The American Journal of Sports Medicine
- Discipline: Health Sciences
- Language: English
- Edited by: Bruce Reider, MD

Publication details
- History: 1976–present
- Publisher: SAGE Publications (United Kingdom)
- Frequency: Monthly
- Impact factor: 6.057 (2017)

Standard abbreviations
- ISO 4: Am. J. Sports Med.

Indexing
- ISSN: 0363-5465 (print) 1552-3365 (web)
- LCCN: 76646332
- OCLC no.: 2314681

Links
- Journal homepage; Online access; Online archive;

= The American Journal of Sports Medicine =

The American Journal of Sports Medicine is a peer-reviewed academic journal that publishes papers in the field of Sport Sciences. The journal's editor is Bruce Reider, MD. It has been in publication since 1972 and is currently published by SAGE Publications in association with American Orthopedic Society for Sports Medicine.

== Scope ==
The American Journal of Sports Medicine is a source of information for sports medicine specialists with the aim of improving the identification, prevention, treatment and rehabilitation of sports injuries.

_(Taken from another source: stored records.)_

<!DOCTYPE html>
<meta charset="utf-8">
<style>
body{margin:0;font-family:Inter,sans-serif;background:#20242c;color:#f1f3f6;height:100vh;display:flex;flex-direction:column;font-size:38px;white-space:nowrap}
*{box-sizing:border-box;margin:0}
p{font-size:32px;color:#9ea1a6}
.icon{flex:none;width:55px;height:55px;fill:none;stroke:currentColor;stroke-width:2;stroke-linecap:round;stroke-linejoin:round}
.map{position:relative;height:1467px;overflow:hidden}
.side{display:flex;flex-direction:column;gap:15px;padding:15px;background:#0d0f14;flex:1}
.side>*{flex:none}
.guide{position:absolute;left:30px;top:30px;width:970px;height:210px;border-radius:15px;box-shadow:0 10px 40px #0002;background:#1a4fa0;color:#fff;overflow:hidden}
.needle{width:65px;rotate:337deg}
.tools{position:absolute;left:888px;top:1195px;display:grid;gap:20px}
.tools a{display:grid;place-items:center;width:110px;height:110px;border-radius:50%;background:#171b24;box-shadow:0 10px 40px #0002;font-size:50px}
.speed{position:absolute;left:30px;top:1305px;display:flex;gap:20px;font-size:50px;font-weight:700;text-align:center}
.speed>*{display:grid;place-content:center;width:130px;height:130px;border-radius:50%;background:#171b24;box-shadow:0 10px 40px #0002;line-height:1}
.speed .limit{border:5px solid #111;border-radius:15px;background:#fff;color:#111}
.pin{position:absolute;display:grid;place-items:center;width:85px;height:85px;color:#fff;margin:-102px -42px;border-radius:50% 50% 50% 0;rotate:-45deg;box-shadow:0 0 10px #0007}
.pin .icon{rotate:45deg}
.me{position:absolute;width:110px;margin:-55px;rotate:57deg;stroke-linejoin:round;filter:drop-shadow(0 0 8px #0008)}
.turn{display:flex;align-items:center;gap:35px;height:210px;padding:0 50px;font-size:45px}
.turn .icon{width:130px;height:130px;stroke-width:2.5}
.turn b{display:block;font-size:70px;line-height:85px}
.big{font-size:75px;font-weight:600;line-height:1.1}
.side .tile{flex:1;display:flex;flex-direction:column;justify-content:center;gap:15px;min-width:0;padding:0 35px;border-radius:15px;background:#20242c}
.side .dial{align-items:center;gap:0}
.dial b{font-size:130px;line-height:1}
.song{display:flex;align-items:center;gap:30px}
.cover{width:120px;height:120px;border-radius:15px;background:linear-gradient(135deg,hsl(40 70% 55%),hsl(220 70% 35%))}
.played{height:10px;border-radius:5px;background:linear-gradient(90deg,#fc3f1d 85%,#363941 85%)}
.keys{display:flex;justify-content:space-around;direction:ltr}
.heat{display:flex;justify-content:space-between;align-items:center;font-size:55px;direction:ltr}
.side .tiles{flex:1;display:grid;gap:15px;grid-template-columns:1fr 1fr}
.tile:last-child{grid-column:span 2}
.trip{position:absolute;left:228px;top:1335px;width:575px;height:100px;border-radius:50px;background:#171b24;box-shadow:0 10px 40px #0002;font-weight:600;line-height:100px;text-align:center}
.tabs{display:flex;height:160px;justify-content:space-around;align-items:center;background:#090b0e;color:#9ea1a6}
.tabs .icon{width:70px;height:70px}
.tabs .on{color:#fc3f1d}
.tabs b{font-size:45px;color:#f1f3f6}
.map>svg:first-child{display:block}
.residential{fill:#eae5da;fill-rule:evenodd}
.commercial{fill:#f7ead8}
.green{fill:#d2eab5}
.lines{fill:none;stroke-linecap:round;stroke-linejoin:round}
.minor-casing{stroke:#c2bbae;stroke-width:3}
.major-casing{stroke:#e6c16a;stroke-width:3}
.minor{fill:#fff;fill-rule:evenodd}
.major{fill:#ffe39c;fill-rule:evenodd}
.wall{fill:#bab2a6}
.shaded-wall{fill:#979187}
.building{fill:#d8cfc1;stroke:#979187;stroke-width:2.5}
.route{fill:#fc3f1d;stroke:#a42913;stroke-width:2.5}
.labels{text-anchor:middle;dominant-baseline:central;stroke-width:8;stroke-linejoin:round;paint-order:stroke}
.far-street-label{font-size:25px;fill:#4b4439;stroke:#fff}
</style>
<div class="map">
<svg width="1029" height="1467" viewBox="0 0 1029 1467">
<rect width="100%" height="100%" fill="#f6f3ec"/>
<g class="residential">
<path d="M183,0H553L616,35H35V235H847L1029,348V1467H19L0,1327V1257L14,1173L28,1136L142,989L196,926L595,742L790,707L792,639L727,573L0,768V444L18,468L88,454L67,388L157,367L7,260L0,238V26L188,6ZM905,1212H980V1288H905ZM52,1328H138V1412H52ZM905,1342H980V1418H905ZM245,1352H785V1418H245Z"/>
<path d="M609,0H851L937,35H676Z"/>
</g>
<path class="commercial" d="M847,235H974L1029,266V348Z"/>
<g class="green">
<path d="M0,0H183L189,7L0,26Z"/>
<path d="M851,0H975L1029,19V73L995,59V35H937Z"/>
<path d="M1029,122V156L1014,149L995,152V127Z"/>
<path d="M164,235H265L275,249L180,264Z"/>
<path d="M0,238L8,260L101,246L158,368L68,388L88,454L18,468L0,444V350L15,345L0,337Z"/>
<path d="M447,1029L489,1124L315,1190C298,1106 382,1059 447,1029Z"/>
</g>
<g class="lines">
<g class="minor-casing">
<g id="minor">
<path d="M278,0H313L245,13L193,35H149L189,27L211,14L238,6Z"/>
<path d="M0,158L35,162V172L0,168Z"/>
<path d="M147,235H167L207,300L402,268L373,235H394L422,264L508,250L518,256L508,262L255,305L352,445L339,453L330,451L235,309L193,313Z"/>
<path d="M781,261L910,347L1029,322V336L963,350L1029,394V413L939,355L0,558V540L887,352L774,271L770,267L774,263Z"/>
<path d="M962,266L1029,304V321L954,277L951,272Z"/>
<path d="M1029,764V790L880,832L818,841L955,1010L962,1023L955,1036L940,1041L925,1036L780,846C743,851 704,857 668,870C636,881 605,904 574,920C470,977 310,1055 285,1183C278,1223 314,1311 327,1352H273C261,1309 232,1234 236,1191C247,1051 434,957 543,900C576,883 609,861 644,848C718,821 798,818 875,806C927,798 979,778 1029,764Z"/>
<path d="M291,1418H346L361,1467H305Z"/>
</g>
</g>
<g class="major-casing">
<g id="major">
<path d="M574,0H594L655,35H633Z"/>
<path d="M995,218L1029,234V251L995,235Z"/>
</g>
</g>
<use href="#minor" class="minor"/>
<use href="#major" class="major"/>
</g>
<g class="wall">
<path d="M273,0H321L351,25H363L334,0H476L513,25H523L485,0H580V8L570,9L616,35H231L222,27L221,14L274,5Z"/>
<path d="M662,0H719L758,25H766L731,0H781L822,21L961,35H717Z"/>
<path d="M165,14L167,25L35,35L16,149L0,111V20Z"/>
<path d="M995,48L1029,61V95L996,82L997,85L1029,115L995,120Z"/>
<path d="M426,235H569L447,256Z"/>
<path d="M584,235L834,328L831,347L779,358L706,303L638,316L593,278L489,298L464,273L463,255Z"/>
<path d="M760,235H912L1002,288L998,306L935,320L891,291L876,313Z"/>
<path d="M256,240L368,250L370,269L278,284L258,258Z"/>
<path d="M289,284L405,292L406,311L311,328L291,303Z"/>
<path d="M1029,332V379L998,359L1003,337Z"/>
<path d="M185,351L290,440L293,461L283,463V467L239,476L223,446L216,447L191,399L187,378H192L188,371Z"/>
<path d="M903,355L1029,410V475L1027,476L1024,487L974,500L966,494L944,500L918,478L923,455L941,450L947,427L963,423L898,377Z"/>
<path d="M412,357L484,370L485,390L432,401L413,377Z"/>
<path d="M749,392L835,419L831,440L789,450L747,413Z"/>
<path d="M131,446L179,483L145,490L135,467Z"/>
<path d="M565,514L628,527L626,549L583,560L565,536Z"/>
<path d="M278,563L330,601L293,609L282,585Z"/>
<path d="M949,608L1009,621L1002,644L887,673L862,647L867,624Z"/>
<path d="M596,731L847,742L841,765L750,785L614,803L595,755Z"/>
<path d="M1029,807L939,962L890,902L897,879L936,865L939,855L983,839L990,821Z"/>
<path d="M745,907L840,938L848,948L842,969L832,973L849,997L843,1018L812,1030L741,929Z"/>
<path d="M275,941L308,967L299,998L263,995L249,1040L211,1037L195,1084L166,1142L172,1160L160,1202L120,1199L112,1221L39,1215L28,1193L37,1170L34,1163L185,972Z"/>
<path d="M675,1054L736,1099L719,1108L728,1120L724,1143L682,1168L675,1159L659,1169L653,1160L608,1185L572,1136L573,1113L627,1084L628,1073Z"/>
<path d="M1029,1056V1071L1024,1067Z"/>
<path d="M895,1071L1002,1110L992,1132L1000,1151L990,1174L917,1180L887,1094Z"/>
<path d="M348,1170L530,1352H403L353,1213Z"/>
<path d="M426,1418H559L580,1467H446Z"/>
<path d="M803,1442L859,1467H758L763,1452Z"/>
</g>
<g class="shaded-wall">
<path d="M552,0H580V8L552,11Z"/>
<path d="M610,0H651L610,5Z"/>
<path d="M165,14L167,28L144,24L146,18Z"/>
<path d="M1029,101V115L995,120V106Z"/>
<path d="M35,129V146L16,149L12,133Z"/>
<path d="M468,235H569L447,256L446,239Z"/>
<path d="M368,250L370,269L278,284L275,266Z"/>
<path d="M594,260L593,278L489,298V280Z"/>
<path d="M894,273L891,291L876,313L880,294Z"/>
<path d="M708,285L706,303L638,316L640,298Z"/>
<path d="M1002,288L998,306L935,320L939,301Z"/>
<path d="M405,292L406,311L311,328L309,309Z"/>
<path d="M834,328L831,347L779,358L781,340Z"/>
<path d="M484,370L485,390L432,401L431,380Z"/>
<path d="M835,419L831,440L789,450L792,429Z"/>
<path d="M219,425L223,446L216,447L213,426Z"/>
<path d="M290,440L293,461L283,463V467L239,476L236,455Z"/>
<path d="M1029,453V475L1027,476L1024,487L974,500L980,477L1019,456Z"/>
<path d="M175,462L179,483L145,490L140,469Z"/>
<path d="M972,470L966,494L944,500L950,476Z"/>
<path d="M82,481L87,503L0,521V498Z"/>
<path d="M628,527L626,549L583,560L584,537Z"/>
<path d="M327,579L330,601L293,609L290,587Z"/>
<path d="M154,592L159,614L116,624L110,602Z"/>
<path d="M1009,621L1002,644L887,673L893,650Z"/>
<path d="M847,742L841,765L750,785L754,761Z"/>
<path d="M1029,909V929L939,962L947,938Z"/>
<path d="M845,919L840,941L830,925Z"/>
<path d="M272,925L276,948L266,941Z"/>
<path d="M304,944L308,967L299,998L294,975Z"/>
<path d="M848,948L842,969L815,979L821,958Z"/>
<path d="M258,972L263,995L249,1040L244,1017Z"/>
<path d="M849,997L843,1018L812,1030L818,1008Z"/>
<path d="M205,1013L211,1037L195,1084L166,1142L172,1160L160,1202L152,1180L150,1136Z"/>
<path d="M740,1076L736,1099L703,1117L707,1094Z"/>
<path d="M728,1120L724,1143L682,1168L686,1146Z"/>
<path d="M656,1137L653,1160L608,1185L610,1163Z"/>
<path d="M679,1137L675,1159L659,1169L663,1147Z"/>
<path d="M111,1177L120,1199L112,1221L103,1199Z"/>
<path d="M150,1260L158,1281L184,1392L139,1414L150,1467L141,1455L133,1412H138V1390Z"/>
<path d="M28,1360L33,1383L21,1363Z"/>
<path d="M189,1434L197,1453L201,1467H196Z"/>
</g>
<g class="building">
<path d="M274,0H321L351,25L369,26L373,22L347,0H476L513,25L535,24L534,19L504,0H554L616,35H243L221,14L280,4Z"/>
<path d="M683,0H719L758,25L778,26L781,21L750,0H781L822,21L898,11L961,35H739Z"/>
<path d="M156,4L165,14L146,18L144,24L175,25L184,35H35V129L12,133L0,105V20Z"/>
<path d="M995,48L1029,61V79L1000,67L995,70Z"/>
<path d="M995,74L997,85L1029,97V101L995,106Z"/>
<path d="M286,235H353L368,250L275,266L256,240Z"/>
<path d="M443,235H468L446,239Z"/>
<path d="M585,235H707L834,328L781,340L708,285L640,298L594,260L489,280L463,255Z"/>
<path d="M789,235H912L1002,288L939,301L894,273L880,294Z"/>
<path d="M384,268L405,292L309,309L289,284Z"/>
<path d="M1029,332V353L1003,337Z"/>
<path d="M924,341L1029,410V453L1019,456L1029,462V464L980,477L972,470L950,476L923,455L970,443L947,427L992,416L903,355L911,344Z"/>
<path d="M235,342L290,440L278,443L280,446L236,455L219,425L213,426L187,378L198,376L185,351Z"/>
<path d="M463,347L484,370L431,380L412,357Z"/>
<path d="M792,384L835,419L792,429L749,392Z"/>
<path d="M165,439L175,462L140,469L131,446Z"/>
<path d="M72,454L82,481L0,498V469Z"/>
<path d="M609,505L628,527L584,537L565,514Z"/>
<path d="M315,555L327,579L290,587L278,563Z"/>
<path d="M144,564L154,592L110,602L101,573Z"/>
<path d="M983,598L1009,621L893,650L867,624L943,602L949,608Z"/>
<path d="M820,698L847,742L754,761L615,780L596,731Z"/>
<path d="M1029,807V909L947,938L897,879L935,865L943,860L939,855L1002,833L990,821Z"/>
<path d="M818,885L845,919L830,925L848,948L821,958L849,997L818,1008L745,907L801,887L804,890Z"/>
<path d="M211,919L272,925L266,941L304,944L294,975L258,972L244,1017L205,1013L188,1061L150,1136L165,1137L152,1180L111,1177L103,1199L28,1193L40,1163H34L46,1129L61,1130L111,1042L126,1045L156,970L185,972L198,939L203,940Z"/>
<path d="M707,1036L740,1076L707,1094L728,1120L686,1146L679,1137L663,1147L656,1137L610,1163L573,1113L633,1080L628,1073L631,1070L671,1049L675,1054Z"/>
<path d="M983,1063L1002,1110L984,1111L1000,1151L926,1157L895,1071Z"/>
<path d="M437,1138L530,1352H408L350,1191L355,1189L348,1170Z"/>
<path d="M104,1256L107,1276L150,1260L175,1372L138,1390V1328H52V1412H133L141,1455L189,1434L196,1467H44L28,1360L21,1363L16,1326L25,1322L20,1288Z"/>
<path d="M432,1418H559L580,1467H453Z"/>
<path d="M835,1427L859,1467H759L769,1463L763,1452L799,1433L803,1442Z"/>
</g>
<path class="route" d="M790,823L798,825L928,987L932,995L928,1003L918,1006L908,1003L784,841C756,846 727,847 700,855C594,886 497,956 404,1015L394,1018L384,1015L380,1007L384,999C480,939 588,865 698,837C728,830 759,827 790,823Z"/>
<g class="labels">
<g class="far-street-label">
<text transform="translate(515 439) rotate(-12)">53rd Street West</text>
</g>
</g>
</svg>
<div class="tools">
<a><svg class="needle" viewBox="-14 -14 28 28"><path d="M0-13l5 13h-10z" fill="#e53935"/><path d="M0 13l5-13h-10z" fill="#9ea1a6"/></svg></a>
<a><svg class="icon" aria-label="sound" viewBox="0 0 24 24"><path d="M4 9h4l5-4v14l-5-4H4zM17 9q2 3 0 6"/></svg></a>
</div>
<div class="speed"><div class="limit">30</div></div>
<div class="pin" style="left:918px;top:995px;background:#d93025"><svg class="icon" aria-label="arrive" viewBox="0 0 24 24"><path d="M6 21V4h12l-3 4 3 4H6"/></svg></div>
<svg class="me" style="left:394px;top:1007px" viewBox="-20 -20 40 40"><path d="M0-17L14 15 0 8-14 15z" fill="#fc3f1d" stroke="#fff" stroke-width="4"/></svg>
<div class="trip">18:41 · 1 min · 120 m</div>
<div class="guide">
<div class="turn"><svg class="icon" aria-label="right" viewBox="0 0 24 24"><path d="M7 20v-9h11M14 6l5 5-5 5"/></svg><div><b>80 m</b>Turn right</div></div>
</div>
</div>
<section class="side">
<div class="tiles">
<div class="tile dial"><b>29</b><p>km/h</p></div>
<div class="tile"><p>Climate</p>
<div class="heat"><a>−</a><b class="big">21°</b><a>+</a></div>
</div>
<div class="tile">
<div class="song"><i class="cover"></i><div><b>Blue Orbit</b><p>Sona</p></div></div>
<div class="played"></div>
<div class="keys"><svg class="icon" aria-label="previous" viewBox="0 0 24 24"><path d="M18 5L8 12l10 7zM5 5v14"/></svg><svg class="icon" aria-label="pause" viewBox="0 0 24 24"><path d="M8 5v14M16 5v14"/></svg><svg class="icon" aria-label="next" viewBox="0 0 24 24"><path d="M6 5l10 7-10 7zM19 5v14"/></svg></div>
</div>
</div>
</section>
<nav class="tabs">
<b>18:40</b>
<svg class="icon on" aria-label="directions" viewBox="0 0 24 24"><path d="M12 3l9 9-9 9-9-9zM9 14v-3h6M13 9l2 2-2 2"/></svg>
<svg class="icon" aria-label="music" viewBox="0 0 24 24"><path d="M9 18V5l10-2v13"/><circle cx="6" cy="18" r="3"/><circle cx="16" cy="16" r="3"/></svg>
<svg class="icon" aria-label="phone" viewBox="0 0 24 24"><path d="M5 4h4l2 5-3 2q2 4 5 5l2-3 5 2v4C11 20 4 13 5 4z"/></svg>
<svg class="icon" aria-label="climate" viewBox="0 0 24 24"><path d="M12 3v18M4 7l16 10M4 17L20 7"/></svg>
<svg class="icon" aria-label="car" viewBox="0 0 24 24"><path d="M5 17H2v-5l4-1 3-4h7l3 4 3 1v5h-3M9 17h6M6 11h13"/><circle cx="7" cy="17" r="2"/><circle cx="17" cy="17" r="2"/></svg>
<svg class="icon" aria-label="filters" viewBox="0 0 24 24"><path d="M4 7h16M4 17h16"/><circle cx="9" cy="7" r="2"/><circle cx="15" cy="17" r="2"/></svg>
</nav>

The journal acts as a forum for orthopaedic sports medicine research and education, allowing clinical practitioners the ability to make decisions based on scientific information.

== Abstracting and indexing ==
The American Journal of Sports Medicine is abstracted and indexed in, among other databases: SCOPUS, and the Social Sciences Citation Index. According to the Journal Citation Reports, its 2014 impact factor is 4.362, ranking it 1 out of 72 journals in the category 'Orthopedics'. and 6 out of 81 journals in the category 'Sport Sciences'. The journal's 5-Year Impact Factor is currently listed at 5.084.